BEGIN Input records

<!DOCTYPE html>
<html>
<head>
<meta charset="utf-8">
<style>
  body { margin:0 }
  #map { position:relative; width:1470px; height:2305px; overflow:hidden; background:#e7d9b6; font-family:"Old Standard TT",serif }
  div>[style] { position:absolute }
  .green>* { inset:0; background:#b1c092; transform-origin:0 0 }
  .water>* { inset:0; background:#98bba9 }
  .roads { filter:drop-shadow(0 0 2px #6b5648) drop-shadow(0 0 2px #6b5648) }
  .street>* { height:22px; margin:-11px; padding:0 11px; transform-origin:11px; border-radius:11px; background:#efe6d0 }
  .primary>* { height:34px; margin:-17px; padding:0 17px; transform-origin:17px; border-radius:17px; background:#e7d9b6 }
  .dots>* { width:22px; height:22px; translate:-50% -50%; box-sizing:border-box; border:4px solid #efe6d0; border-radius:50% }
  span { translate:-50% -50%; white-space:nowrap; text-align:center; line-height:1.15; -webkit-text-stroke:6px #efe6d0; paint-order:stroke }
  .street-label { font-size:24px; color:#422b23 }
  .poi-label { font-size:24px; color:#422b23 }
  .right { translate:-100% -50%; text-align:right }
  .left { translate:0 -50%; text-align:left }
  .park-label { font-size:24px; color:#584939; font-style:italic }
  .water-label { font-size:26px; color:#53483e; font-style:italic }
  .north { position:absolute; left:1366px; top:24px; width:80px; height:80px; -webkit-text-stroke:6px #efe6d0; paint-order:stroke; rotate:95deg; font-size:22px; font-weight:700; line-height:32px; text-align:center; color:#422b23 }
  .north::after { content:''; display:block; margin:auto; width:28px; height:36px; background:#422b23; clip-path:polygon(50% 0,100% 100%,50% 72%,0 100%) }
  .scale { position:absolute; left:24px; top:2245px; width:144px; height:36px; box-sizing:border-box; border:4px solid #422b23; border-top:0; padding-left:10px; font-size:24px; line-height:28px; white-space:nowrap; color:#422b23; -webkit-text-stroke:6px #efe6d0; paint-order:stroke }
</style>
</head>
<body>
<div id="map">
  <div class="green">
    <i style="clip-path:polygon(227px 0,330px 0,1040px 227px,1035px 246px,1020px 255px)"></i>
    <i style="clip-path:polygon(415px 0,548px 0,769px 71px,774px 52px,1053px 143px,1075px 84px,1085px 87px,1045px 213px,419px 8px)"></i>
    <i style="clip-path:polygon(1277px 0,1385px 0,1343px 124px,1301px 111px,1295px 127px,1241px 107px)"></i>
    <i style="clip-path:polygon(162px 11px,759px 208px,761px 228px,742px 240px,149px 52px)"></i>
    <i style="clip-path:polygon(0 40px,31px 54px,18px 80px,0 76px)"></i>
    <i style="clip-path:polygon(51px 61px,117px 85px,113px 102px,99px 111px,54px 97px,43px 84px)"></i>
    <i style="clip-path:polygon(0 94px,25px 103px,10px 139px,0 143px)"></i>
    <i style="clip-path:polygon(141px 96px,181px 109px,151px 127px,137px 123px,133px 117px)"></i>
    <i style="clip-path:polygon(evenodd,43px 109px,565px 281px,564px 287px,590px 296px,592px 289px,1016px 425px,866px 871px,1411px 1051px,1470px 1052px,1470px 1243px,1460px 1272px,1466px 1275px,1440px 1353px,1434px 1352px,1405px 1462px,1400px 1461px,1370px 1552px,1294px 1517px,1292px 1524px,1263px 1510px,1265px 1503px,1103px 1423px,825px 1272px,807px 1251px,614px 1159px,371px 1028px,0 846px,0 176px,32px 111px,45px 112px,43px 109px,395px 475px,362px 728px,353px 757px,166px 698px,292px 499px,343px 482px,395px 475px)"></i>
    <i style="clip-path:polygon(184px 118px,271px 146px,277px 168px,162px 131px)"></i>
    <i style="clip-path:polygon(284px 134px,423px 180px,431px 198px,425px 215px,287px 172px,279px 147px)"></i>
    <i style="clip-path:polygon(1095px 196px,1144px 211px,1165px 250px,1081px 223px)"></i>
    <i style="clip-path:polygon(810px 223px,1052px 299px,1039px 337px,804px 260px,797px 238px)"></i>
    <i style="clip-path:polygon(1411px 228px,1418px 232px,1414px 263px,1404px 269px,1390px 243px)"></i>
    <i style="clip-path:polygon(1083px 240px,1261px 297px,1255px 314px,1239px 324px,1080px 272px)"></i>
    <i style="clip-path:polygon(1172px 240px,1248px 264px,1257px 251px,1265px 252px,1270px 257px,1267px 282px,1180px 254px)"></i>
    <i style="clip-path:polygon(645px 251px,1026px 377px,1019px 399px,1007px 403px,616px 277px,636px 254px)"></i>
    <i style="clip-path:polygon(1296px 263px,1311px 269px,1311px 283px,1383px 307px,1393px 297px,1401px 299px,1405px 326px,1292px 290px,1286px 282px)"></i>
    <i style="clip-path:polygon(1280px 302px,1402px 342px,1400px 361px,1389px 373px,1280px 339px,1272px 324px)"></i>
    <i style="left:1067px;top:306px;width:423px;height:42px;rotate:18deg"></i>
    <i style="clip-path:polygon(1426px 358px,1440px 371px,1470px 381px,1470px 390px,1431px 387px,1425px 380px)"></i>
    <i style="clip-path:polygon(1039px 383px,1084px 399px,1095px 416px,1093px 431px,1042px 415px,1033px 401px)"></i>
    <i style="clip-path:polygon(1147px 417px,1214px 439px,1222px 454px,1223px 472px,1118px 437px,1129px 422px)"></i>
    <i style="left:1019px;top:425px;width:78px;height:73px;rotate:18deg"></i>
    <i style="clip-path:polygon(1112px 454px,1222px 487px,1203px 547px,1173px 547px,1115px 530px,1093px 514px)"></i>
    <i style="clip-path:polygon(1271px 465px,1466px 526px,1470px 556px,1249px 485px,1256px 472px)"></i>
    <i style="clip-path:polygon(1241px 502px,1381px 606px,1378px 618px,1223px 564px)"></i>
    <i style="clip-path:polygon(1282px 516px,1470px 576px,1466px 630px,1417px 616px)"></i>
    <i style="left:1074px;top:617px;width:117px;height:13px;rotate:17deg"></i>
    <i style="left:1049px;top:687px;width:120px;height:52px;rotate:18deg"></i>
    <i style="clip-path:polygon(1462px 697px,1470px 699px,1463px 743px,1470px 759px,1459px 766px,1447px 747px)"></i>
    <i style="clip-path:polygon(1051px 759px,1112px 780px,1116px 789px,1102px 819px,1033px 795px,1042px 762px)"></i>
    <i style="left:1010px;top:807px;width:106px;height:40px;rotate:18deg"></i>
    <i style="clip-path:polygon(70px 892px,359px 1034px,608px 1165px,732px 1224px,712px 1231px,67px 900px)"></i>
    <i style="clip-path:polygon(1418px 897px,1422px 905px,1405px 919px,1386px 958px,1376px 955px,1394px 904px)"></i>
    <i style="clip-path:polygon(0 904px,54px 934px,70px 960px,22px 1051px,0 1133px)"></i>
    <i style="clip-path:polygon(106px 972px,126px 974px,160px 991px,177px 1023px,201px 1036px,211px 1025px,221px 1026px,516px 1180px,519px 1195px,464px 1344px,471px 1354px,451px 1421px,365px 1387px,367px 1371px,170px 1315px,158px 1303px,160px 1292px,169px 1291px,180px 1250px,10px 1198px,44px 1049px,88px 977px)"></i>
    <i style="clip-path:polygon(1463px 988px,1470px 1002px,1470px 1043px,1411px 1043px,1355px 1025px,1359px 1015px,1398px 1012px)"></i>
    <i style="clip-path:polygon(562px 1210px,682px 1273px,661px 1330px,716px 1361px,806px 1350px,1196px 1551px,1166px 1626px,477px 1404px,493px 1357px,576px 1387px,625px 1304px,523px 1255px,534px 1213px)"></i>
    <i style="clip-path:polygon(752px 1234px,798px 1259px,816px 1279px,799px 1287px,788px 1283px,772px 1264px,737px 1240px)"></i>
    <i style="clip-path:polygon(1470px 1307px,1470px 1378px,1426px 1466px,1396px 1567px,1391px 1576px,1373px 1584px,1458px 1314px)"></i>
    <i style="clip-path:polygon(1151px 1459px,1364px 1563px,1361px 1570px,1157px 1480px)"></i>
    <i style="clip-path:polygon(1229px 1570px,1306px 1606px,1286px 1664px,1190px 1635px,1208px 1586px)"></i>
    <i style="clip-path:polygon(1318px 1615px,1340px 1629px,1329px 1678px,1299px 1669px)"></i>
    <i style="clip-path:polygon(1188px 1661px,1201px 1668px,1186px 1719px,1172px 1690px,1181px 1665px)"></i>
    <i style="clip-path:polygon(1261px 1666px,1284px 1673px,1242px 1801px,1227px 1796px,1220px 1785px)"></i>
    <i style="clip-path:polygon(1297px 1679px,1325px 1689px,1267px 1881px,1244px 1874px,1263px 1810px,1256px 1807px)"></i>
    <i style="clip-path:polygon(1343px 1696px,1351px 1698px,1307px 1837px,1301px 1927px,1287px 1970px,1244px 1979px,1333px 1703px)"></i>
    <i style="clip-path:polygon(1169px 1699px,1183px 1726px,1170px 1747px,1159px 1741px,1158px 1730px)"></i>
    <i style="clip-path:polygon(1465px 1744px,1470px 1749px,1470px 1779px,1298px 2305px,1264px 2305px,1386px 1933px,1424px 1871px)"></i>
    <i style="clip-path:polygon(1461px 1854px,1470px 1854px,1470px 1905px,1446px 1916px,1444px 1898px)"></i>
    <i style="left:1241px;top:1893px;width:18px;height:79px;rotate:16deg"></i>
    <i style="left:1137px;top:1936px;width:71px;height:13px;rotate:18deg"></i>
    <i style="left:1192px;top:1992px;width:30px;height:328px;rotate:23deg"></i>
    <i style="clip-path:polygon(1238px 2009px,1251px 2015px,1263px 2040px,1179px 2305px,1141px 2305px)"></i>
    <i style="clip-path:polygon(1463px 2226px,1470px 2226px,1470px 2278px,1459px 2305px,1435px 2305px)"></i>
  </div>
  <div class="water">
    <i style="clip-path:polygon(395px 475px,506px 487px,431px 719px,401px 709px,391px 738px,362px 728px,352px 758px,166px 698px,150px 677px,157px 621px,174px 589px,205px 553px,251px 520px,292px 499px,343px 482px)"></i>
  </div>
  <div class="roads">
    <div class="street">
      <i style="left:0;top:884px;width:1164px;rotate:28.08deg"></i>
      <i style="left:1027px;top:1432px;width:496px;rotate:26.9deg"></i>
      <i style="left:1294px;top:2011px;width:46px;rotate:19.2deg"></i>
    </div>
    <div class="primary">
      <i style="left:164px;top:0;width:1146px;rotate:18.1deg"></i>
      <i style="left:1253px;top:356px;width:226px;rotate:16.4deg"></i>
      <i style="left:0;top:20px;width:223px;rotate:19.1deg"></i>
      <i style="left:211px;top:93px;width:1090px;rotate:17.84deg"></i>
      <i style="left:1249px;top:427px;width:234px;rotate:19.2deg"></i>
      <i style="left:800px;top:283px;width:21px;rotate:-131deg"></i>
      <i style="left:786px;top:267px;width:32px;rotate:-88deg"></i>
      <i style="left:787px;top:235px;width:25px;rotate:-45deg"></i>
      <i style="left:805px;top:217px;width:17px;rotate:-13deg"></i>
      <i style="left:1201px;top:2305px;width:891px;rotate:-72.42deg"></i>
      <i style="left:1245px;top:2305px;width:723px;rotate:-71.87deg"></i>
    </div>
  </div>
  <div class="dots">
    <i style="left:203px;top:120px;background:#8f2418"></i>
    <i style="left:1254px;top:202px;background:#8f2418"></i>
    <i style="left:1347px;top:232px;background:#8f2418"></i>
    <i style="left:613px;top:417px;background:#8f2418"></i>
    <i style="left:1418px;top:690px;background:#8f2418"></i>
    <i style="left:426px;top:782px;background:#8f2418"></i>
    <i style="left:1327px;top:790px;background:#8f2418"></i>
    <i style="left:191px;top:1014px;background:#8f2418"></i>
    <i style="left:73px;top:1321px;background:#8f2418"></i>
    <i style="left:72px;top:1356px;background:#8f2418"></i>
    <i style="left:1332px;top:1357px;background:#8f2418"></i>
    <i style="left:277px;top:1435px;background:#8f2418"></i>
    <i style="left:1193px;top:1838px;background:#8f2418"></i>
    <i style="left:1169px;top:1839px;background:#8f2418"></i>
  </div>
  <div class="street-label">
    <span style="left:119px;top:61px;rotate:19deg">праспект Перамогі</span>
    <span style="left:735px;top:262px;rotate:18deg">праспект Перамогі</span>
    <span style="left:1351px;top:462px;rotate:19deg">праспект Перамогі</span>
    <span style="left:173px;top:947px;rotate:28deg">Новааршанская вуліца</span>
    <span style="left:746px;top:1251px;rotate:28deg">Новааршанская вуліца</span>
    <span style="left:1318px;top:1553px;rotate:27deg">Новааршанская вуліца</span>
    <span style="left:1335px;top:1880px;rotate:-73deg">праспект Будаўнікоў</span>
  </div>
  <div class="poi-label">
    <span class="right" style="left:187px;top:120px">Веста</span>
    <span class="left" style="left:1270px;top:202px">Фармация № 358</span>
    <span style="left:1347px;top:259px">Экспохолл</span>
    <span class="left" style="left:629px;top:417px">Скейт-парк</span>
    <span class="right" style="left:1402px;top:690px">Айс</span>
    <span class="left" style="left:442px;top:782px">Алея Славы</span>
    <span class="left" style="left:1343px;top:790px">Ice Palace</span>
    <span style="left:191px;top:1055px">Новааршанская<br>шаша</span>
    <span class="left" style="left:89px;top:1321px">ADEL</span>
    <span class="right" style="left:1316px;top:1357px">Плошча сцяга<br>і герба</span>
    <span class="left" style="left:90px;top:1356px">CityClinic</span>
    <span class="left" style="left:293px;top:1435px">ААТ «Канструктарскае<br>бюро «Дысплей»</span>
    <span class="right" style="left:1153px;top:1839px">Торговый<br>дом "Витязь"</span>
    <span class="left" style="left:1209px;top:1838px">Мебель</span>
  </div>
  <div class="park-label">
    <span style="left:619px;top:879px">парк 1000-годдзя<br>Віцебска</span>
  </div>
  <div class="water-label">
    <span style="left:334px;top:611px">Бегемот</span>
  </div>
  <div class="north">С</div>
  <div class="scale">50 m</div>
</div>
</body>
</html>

END Input records

| Task description |
Out of the data above, set down the lines from the one with "516px,1470px 576px,1466px 630px,1417px" to the one with "897px,1422px 905px,1405px 919px,1386px", both included, exactly as written and with no additions.

| Written solution |
    <i style="clip-path:polygon(1282px 516px,1470px 576px,1466px 630px,1417px 616px)"></i>
    <i style="left:1074px;top:617px;width:117px;height:13px;rotate:17deg"></i>
    <i style="left:1049px;top:687px;width:120px;height:52px;rotate:18deg"></i>
    <i style="clip-path:polygon(1462px 697px,1470px 699px,1463px 743px,1470px 759px,1459px 766px,1447px 747px)"></i>
    <i style="clip-path:polygon(1051px 759px,1112px 780px,1116px 789px,1102px 819px,1033px 795px,1042px 762px)"></i>
    <i style="left:1010px;top:807px;width:106px;height:40px;rotate:18deg"></i>
    <i style="clip-path:polygon(70px 892px,359px 1034px,608px 1165px,732px 1224px,712px 1231px,67px 900px)"></i>
    <i style="clip-path:polygon(1418px 897px,1422px 905px,1405px 919px,1386px 958px,1376px 955px,1394px 904px)"></i>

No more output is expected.